Onlara, emniyetten veya korkudan bir emir geldiğinde, onu zey ederler. Şayet onu Rasule ve kendilerinden ulu-l emre redd etselerdi... kendilerinden onu istinbat edenler elbette ona alim olurdu.

Şayet ALLAH'ın üzerinize fazlı ve rahmeti olmasaydı... birazınız dışında, kesinlikle şeytana tabi olurdunuz.

4. NİSA / 101

Arzda darb ediyorken eğer kafirlerin fitnesinden korkuya düşerseniz… salattan kasr etmeniz, size cünah değildir.
Muhakkak kafirler, sizin için mübin düşman olmuştur.

4. NİSA / 128

Eğer bir kadın, kocasının nüşuz etmesinden veya iraz olmasından korkarsa, aralarını sulh ile ıslah etmelerinde o ikisine cünah yoktur.
Sulh hayrdır.
Nefsler şuhha ihzar edilmiştir.
Eğer ahsen olursanız ve ittika ederseniz... artık muhakkak ki ALLAH, amel ettiklerinize habir olandır.

5. MAİDE / 23

Korku duyanlardan, ALLAH'ın üzerlerine nimet verdiği iki adam dedi ki:
"Onların üzerine babdan dahil olun!
Eğer oradan dahil olursanız… artık muhakkak siz galib olanlar olursunuz. Eğer mü'minler iseniz, ALLAH'a tevekkül edin."

5. MAİDE / 28

"Elbette eğer… sen beni katl etmek için elini bana bast etsen bile... ben, seni katl etmek için elimi sana bast eden olmam.
Muhakkak ben, Rabb-il alemin ALLAH'tan korkarım."

5. MAİDE / 54

Ey iman edenler!
Sizden, dininden irtidad eden kimseler!...
Yakında ALLAH'ın, kendilerine muhabbet ettiği... onların da O'na muhabbet ettiği kavim gelecektir.
Onlar;
Mü'minlere karşı çok zelildirler.
Kafirlere karşı çok izzetlidirler.
ALLAH sebilinde cihad ederler.
Levm edenlerin levm etmesinden korkmazlar.
Bu, ALLAH'ın fazlıdır.
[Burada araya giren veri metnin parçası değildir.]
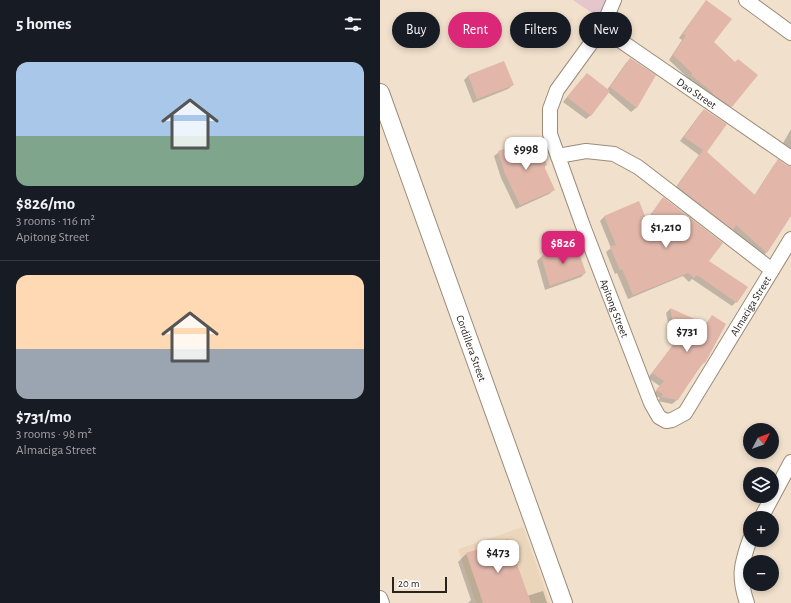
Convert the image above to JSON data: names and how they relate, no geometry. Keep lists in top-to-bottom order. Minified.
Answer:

Bunu dilediğine verir.
ALLAH, vasidir, alimdir.

5. MAİDE / 69

Muhakkak,
iman edenler...
ve ALLAH'a ve ahir yevme, salih (iş)lere amil olarak iman eden;
- hadüler,
- ve nasraniler,
- ve sabiiler...
artık;
onlara korku yoktur…
ve onlar hüzünlenmezler.

5. MAİDE / 94

Ey iman edenler!
ALLAH, ellerinizin ve mızraklarınızın nail olacağı sayddan şey ile gayb ile kimin korktuğuna ALLAH'ın alim olması için kesinlikle sizi belv eder ve size remh eder.
Bundan sonra düşmanlık eden kimse... artık ona elim azab vardır.

5. MAİDE / 108

Böyledir!...
Vechleri üzere şahadet ile gelmeleri veya yemin etmelerinin ardından, yeminlerinin redd edilmesinden korkmaları, ednadır.
ALLAH'a ittika edin!... ve O'nu işitin!
ALLAH, fasıkların kavmini ihda etmez!

6. ENAM / 15

De ki:
"Muhakkak ben, eğer Rabbime asi olursam, azim yevmin azabından korkarım."

6. ENAM / 48

BİZ mürselleri, ancak, ibşar edenler ve inzar edenler olarak irsal ederiz.
İman edenler ve ıslah olanlar… artık onlara korku yoktur ve onlar hüzünlenmezler.

6. ENAM / 51

Rabblerine haşr olmaktan korkanları, onunla nezr et. Onlar için, O'nun gayrısından veliy ve şefaatçi yoktur… umulur ki ittika ederler.

6. ENAM / 80

Kavmi onunla hacc etti. Dedi ki:
"Bana kat'iyyetle hidayet etmişken!... ALLAH hakkında benimle hacc mı ediyorsunuz?
Rabbimin dilediği şeylerden başka... sizin şirk koştuğunuz şeylerden korkmuyorum!
Rabbim ilmiyle herşeye vasidir…. tezekkür etmeyecek misiniz!"

6. ENAM / 81

"Sizin şirk koştuklarınızdan ne diye korkayım?
Siz de, ALLAH'ın, hakkında size sultan inzal etmediği şeyleri şirk koşmaktan korkmuyorsunuz!
Eğer alimseniz… artık iki ferikten hangisi, emin olmaya daha hakktır?"

7. ARAF / 35

Ey Ademoğulları!
Eğer size, kendinizden Rasuller verilir, ayetlerimi size kıssa ederlerse; ittika eden ve ıslah olan kimseler... artık onlara, üzerlerine korku yoktur ve onlar hüzünlenmezler.

7. ARAF / 49

ALLAH'ın rahmetine nail etmeyeceğine kasem ettikleriniz bunlar mıydı?
"Dahil olun cennete!
Size korku yoktur ve siz hüzünlenmeyeceksiniz!"

7. ARAF / 56

Islah edildikten sonra arzda fesad çıkarmayın. Korku ve tama ile O'nu davet edin.
Muhakkak karib olan ALLAH'ın rahmetidir, muhsinlerden.

7. ARAF / 59

Nuh'u kavmine, elbette kat'iyyetle irsal ettik! Onlara dedi ki:
"Ey kavmim!
ALLAH'a abd olun! O'ndan gayrı size ilah yoktur.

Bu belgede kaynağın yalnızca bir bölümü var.